From a4992791e276d6ede939ec41c87c9fe5954a926e Mon Sep 17 00:00:00 2001
From: Thanatat Tamtan <acoshift@gmail.com>
Date: Thu, 18 Jun 2026 12:33:17 +0700
Subject: [PATCH 2/2] docs: drop scale-to-zero from auto-error exclusions

deploys.app doesn't offer scale-to-zero, so don't list it as an excluded case.
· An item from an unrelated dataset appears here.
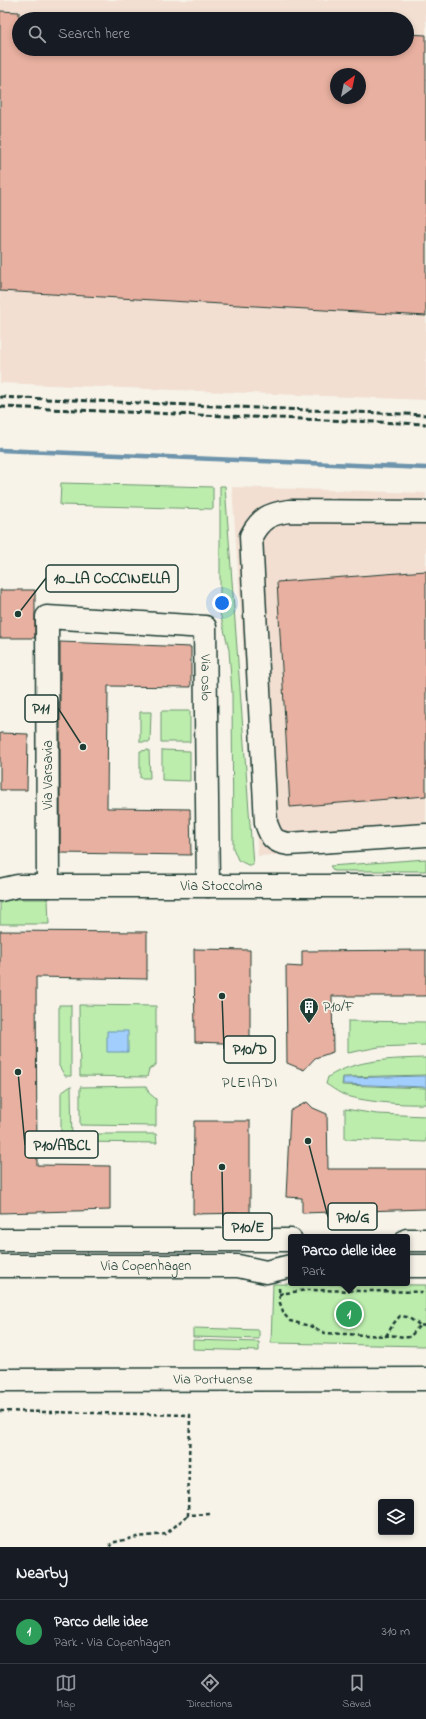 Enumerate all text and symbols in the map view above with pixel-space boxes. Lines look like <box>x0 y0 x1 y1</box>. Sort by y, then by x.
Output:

Co-Authored-By: Claude Opus 4.8 (1M context) <noreply@anthropic.com>
---
 content/deployments/overview.md | 1 -
 1 file changed, 1 deletion(-)

diff --git a/content/deployments/overview.md b/content/deployments/overview.md
index 5fb1dd0..129e20f 100644
--- a/content/deployments/overview.md
+++ b/content/deployments/overview.md
@@ -80,7 +80,6 @@ It only ever acts on a deployment that is *supposed* to have a running pod, so i
 leaves these alone:
 
 - **Scheduled jobs (CronJob)** — they have no standing pods between runs.
-- **Scale-to-zero** deployments — zero pods is the configured intent.
 - **Paused** deployments, in-flight rollouts, and freshly-deployed revisions
   (which get a grace period to pull the image and start up).